### THE RECORDS
________________

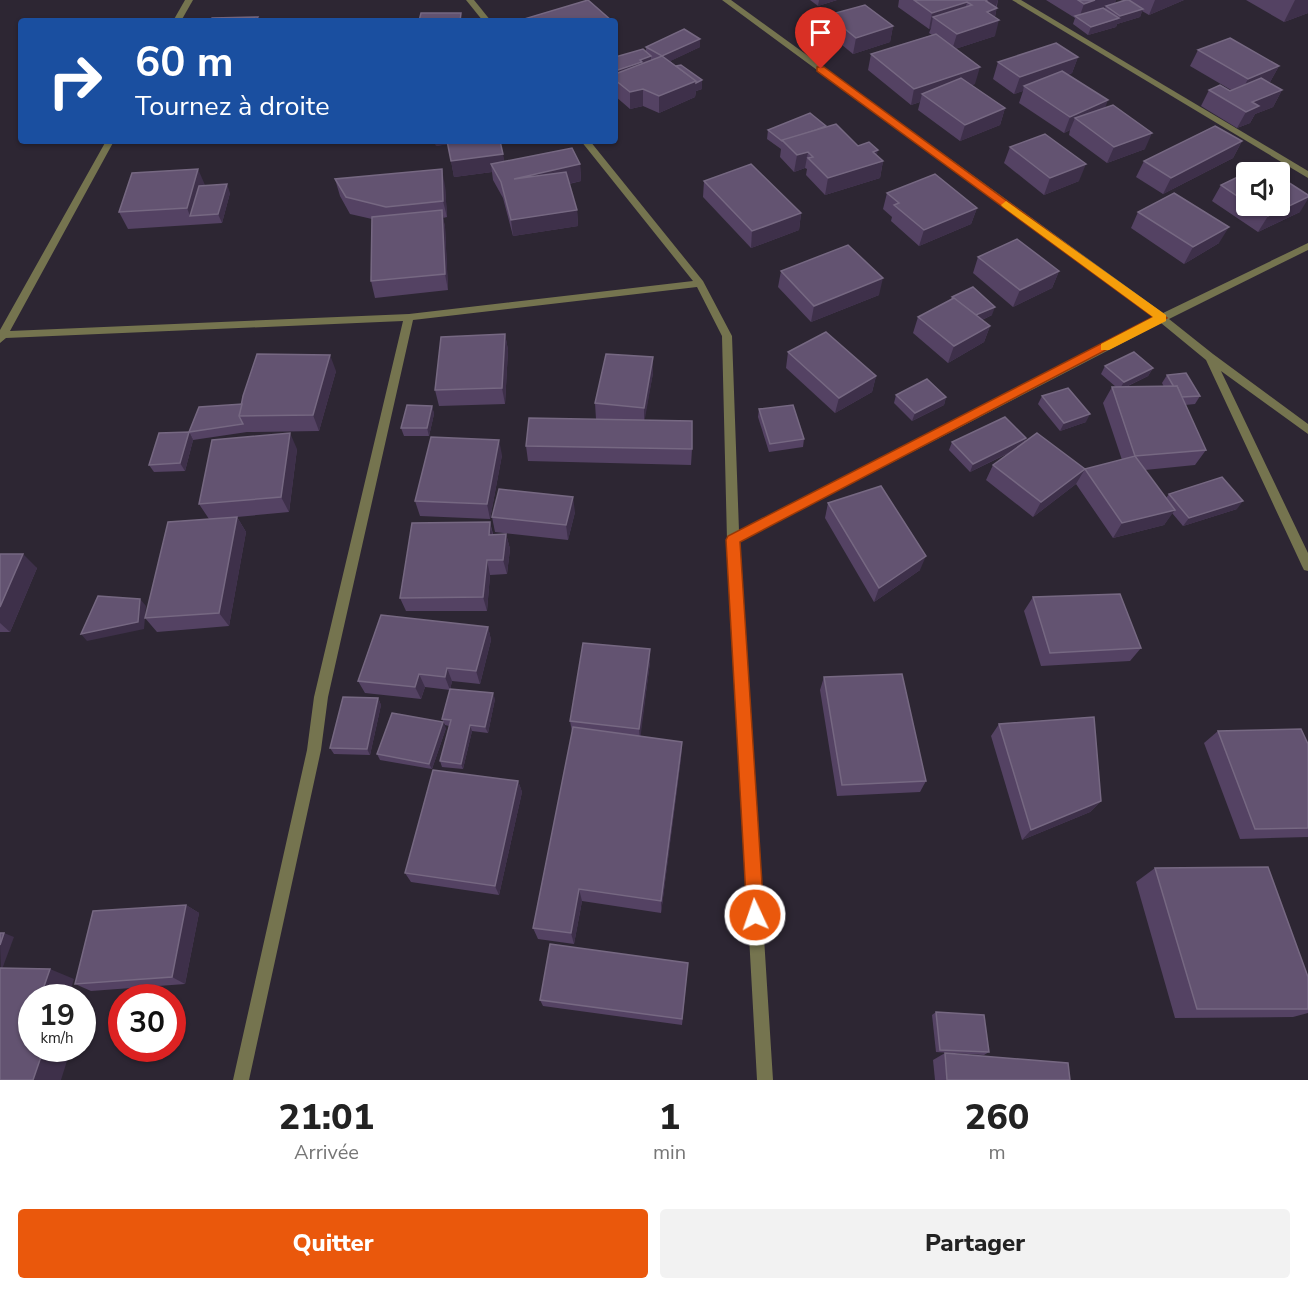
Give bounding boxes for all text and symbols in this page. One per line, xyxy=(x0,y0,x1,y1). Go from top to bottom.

________________

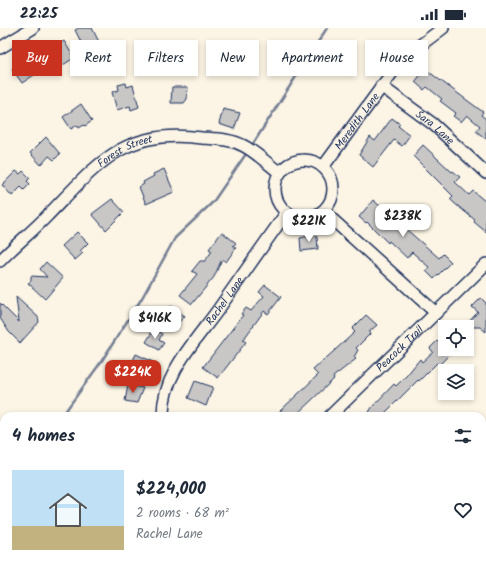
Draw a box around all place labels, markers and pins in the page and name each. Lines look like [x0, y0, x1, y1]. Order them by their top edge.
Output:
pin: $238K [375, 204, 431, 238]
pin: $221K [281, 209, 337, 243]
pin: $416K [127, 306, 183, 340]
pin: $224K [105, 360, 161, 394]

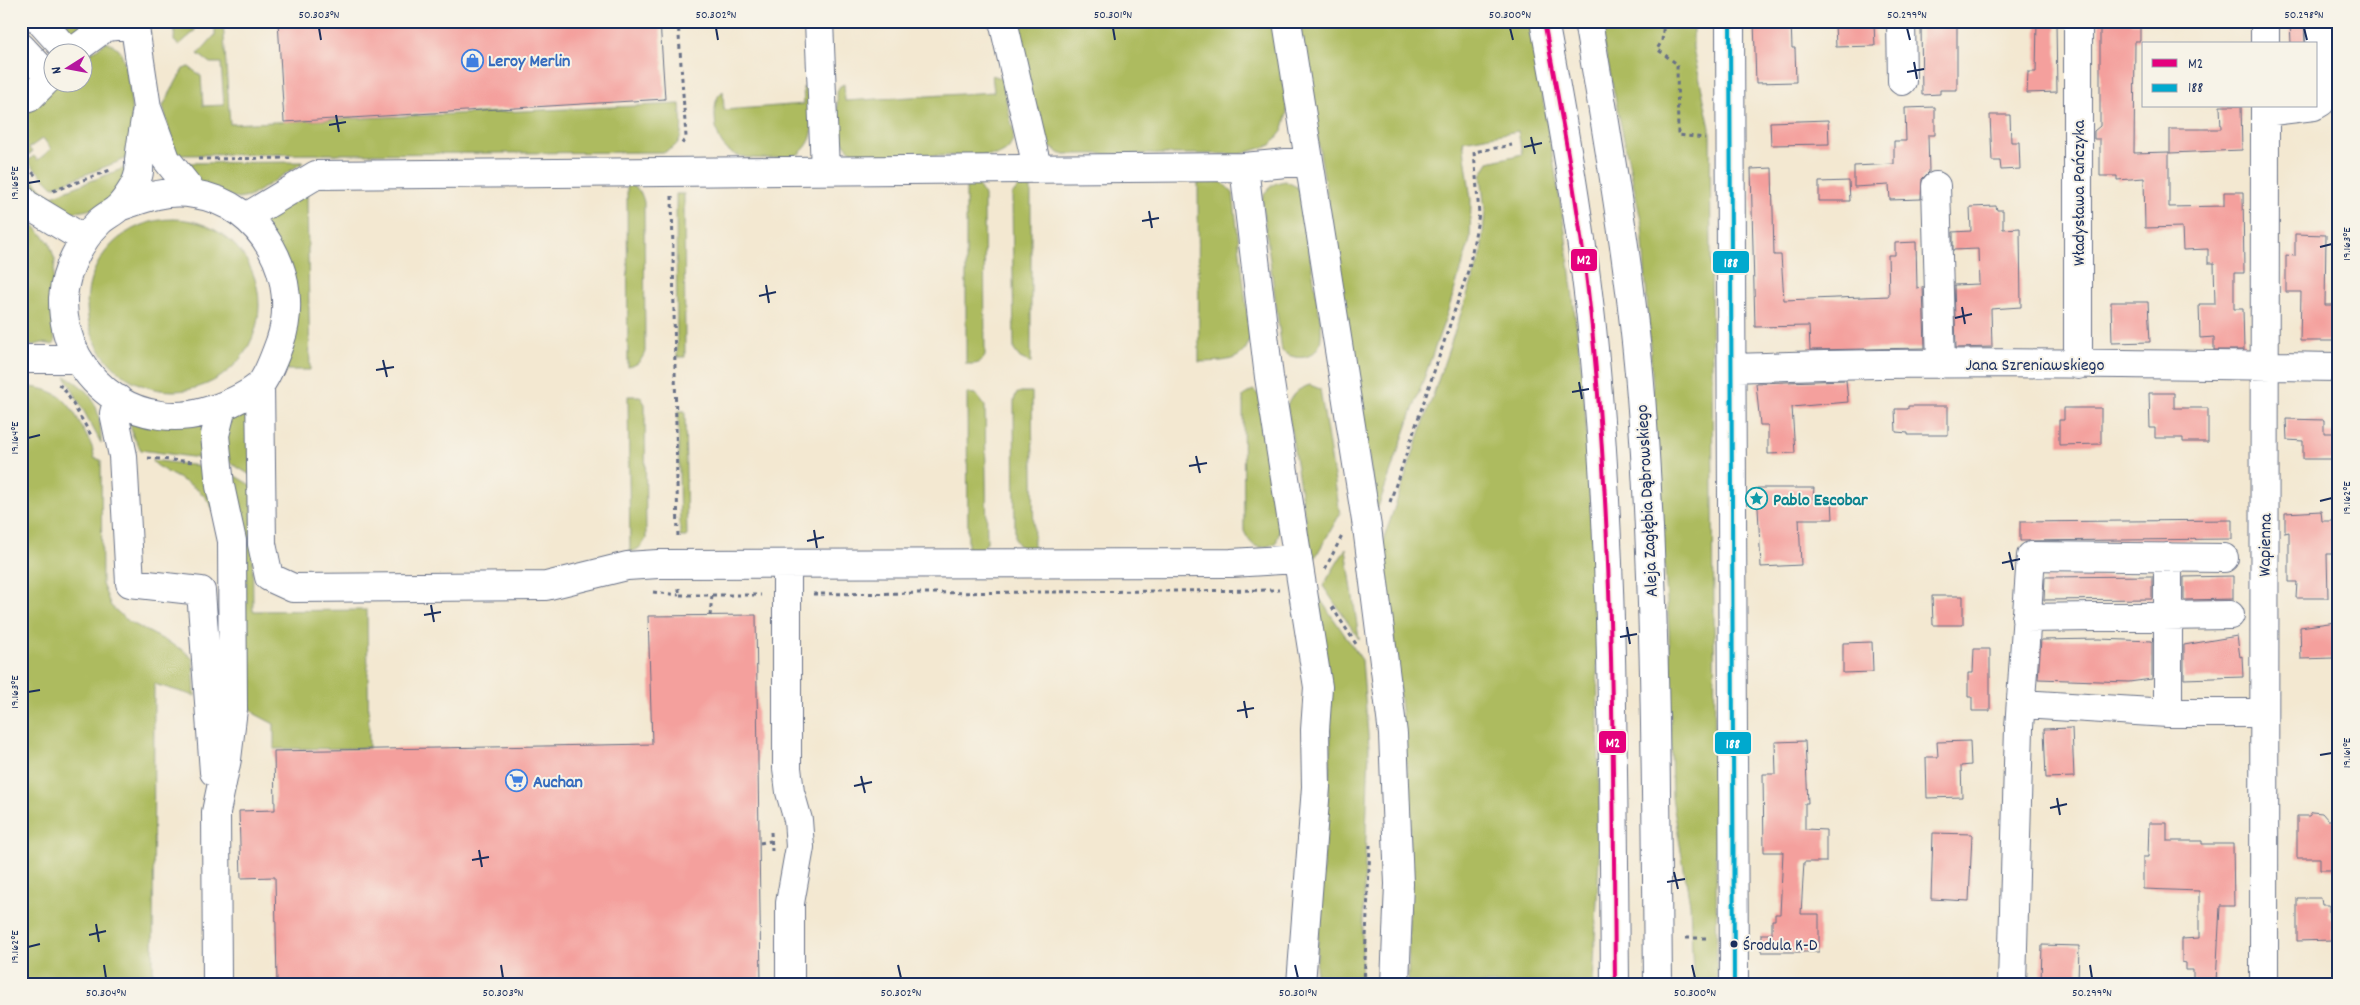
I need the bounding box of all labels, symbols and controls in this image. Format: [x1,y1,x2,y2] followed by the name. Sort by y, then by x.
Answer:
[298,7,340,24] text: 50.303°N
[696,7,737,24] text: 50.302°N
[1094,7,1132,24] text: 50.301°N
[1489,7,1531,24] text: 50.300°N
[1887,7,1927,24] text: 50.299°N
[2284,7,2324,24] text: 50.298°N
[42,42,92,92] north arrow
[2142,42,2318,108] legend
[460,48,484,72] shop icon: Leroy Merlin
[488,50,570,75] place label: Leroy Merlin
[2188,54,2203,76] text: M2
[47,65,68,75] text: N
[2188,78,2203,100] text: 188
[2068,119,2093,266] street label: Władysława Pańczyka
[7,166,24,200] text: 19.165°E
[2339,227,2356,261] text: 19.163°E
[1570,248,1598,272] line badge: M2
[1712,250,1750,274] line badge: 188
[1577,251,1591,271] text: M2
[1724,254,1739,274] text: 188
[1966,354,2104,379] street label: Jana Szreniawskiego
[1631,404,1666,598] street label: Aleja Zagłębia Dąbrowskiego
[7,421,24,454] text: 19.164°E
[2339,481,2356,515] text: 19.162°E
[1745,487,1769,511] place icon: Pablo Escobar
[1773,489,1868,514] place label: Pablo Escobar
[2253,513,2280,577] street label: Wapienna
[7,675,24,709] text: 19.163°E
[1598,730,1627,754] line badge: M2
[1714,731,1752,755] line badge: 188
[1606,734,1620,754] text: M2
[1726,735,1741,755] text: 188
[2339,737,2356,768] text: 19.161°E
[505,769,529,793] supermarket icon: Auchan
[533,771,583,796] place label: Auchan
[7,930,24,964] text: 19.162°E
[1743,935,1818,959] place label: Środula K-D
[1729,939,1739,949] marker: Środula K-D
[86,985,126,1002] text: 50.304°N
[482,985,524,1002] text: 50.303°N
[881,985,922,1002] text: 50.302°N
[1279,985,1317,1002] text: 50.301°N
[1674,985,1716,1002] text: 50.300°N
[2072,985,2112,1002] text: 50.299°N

________________

### WHAT YOU HAVE TO DO
Show the lines of the records that contain the word "bounding".

### ANSWER BOX
Give bounding boxes for all text and symbols in this page. One per line, xyxy=(x0,y0,x1,y1). Go from top to bottom.
I need the bounding box of all labels, symbols and controls in this image. Format: [x1,y1,x2,y2] followed by the name. Sort by y, then by x.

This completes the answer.